■ **How to complete this task**:
Nothing but the images should be left out when the entries are restated word for word.

- Opening Delimiter -

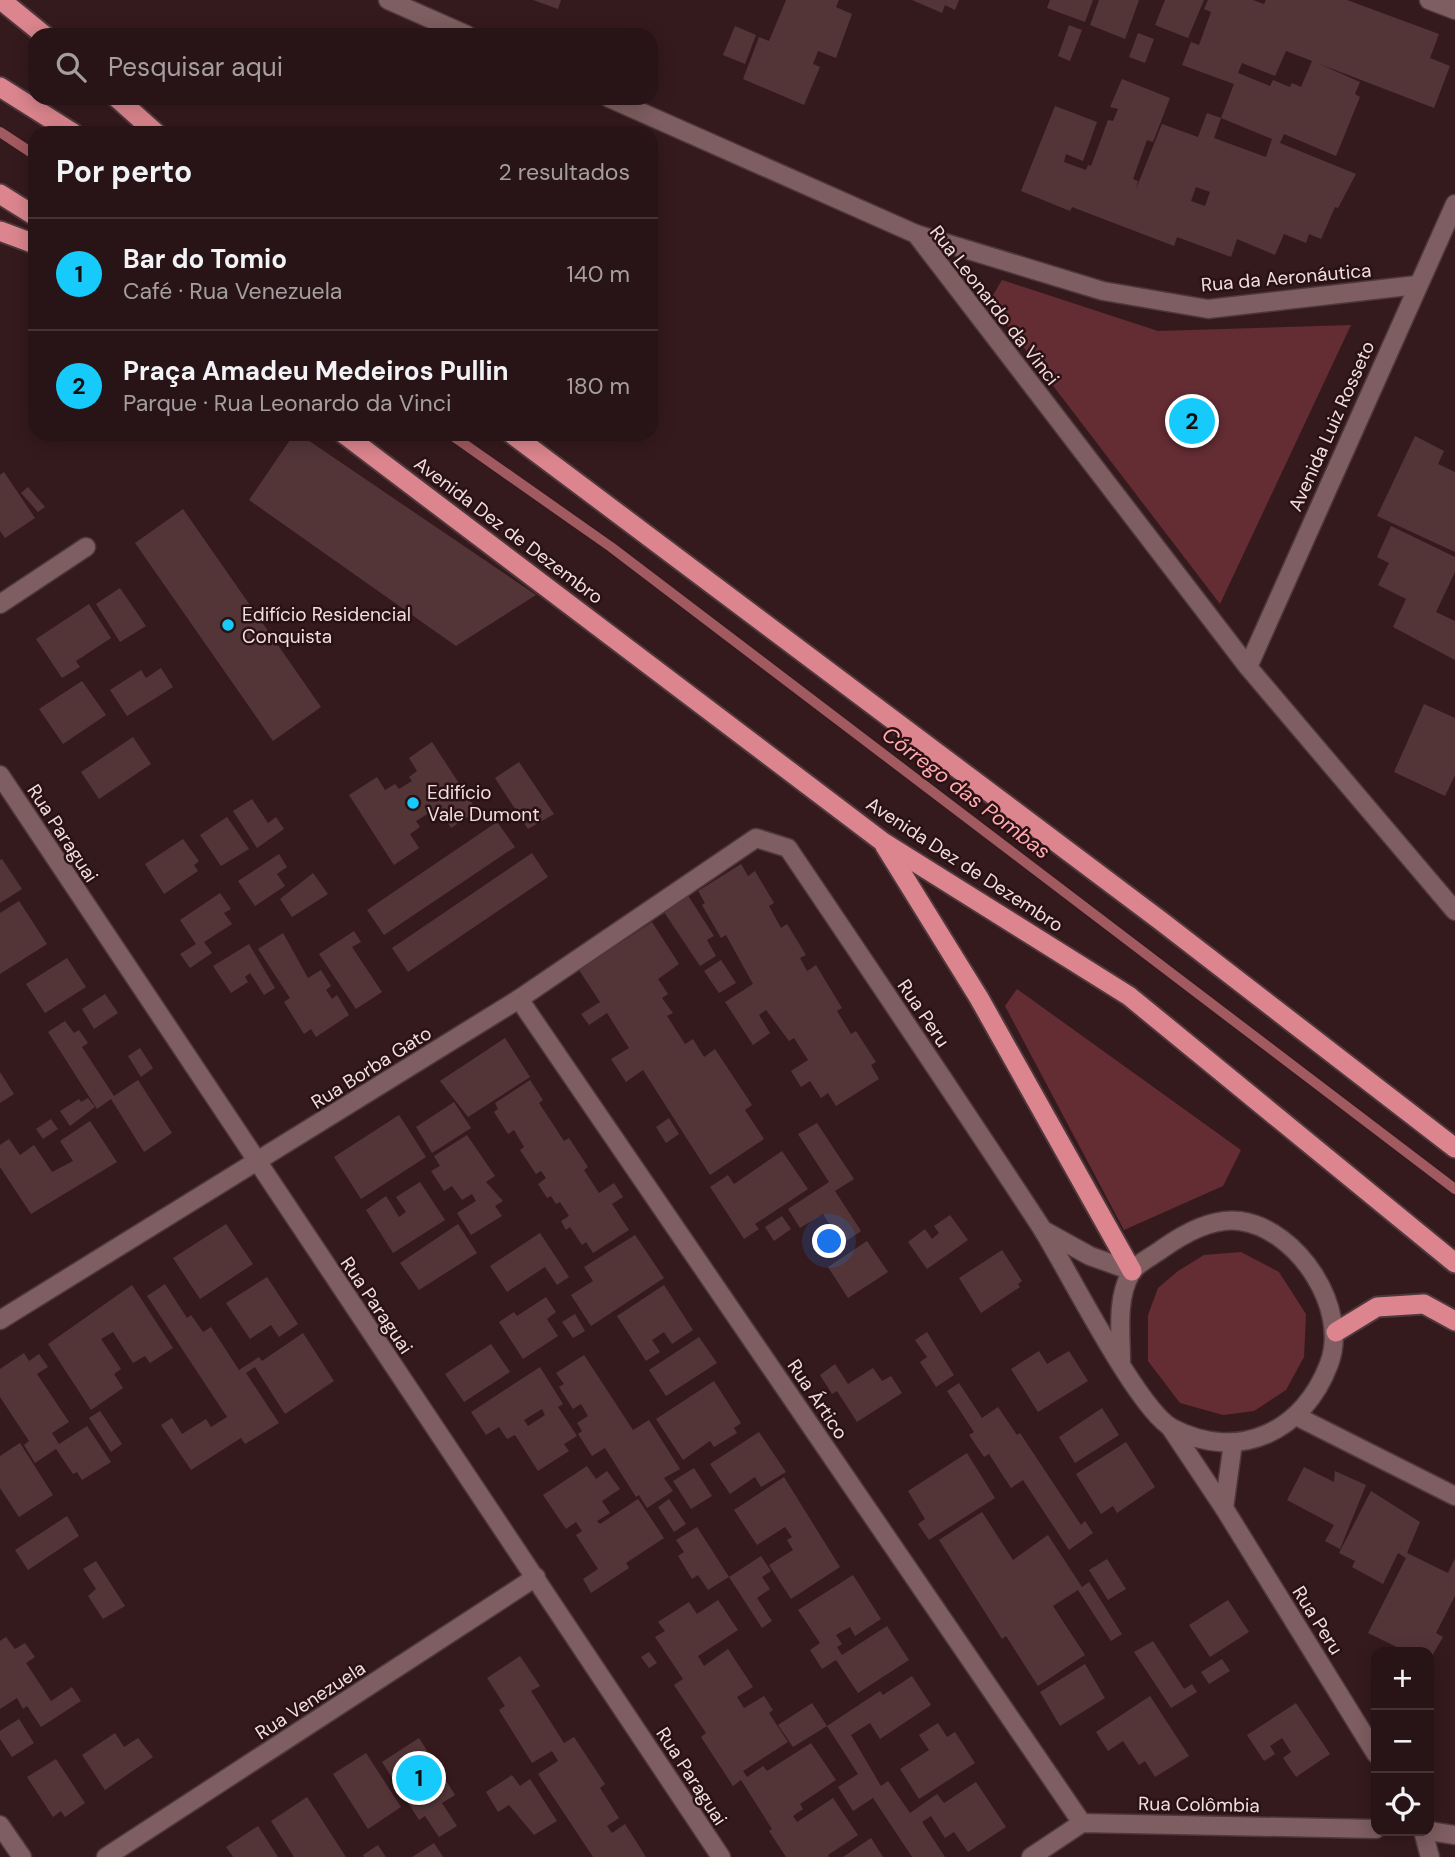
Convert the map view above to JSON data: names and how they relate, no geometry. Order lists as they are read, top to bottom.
{
  "streets": {
    "highway": ["Avenida Dez de Dezembro"],
    "street": [
      "Rua da Aeronáutica",
      "Rua Leonardo da Vinci",
      "Avenida Luiz Rosseto",
      "Rua Paraguai",
      "Rua Peru",
      "Rua Borba Gato",
      "Rua Ártico",
      "Rua Venezuela",
      "Rua Colômbia"
    ]
  },
  "crossings": [
    ["Rua da Aeronáutica", "Rua Leonardo da Vinci"],
    ["Rua da Aeronáutica", "Avenida Luiz Rosseto"],
    ["Rua Leonardo da Vinci", "Avenida Luiz Rosseto"],
    ["Rua Paraguai", "Rua Borba Gato"],
    ["Rua Paraguai", "Rua Venezuela"],
    ["Rua Peru", "Rua Borba Gato"],
    ["Rua Borba Gato", "Rua Ártico"],
    ["Rua Ártico", "Rua Colômbia"]
  ],
  "water": ["Córrego das Pombas"],
  "places": ["Edifício Residencial Conquista", "Edifício Vale Dumont"],
  "page": {
    "search": "Pesquisar aqui",
    "heading": ["Por perto", "2 resultados"],
    "list": [
      {
        "mark": "1",
        "name": "Bar do Tomio",
        "note": "Café · Rua Venezuela",
        "value": "140 m"
      },
      {
        "mark": "2",
        "name": "Praça Amadeu Medeiros Pullin",
        "note": "Parque · Rua Leonardo da Vinci",
        "value": "180 m"
      }
    ],
    "pins": ["2", "1"],
    "map_buttons": ["+", "−"]
  }
}
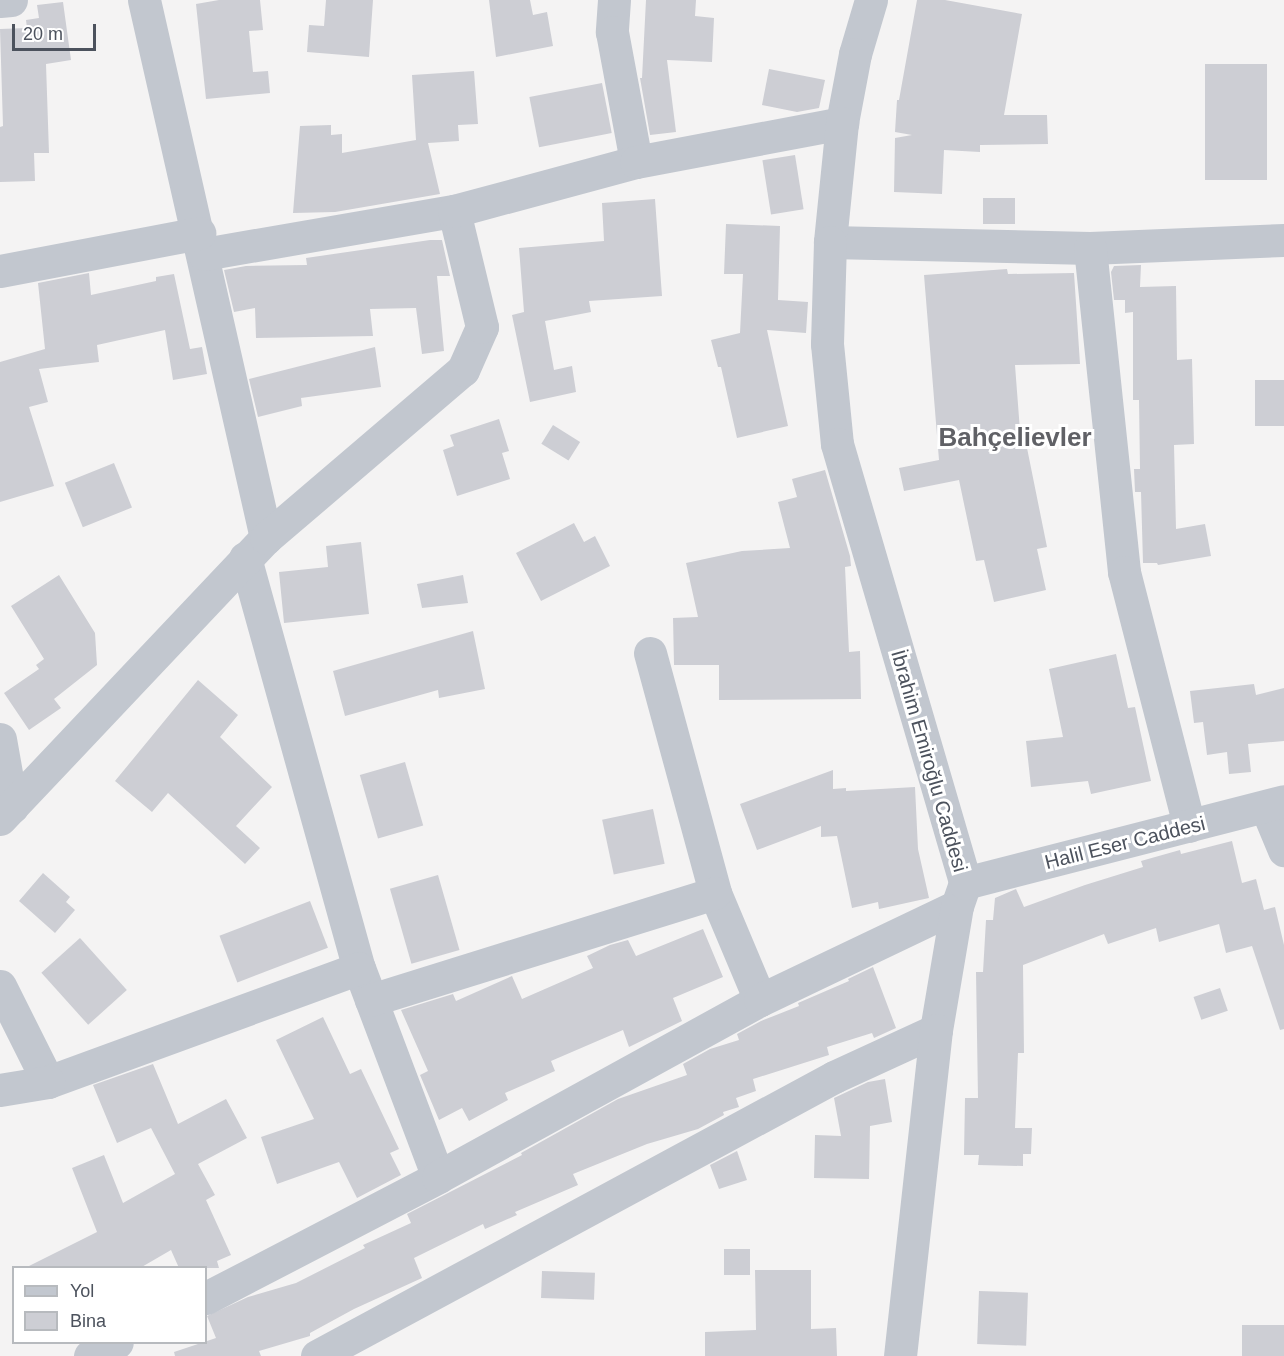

- Closing Delimiter -

■ **Result of the exercise**:
Convert the map view above to JSON data: names and how they relate, no geometry. Order lists as they are read, top to bottom.
{
  "streets": {
    "highway": ["Avenida Dez de Dezembro"],
    "street": [
      "Rua da Aeronáutica",
      "Rua Leonardo da Vinci",
      "Avenida Luiz Rosseto",
      "Rua Paraguai",
      "Rua Peru",
      "Rua Borba Gato",
      "Rua Ártico",
      "Rua Venezuela",
      "Rua Colômbia"
    ]
  },
  "crossings": [
    ["Rua da Aeronáutica", "Rua Leonardo da Vinci"],
    ["Rua da Aeronáutica", "Avenida Luiz Rosseto"],
    ["Rua Leonardo da Vinci", "Avenida Luiz Rosseto"],
    ["Rua Paraguai", "Rua Borba Gato"],
    ["Rua Paraguai", "Rua Venezuela"],
    ["Rua Peru", "Rua Borba Gato"],
    ["Rua Borba Gato", "Rua Ártico"],
    ["Rua Ártico", "Rua Colômbia"]
  ],
  "water": ["Córrego das Pombas"],
  "places": ["Edifício Residencial Conquista", "Edifício Vale Dumont"],
  "page": {
    "search": "Pesquisar aqui",
    "heading": ["Por perto", "2 resultados"],
    "list": [
      {
        "mark": "1",
        "name": "Bar do Tomio",
        "note": "Café · Rua Venezuela",
        "value": "140 m"
      },
      {
        "mark": "2",
        "name": "Praça Amadeu Medeiros Pullin",
        "note": "Parque · Rua Leonardo da Vinci",
        "value": "180 m"
      }
    ],
    "pins": ["2", "1"],
    "map_buttons": ["+", "−"]
  }
}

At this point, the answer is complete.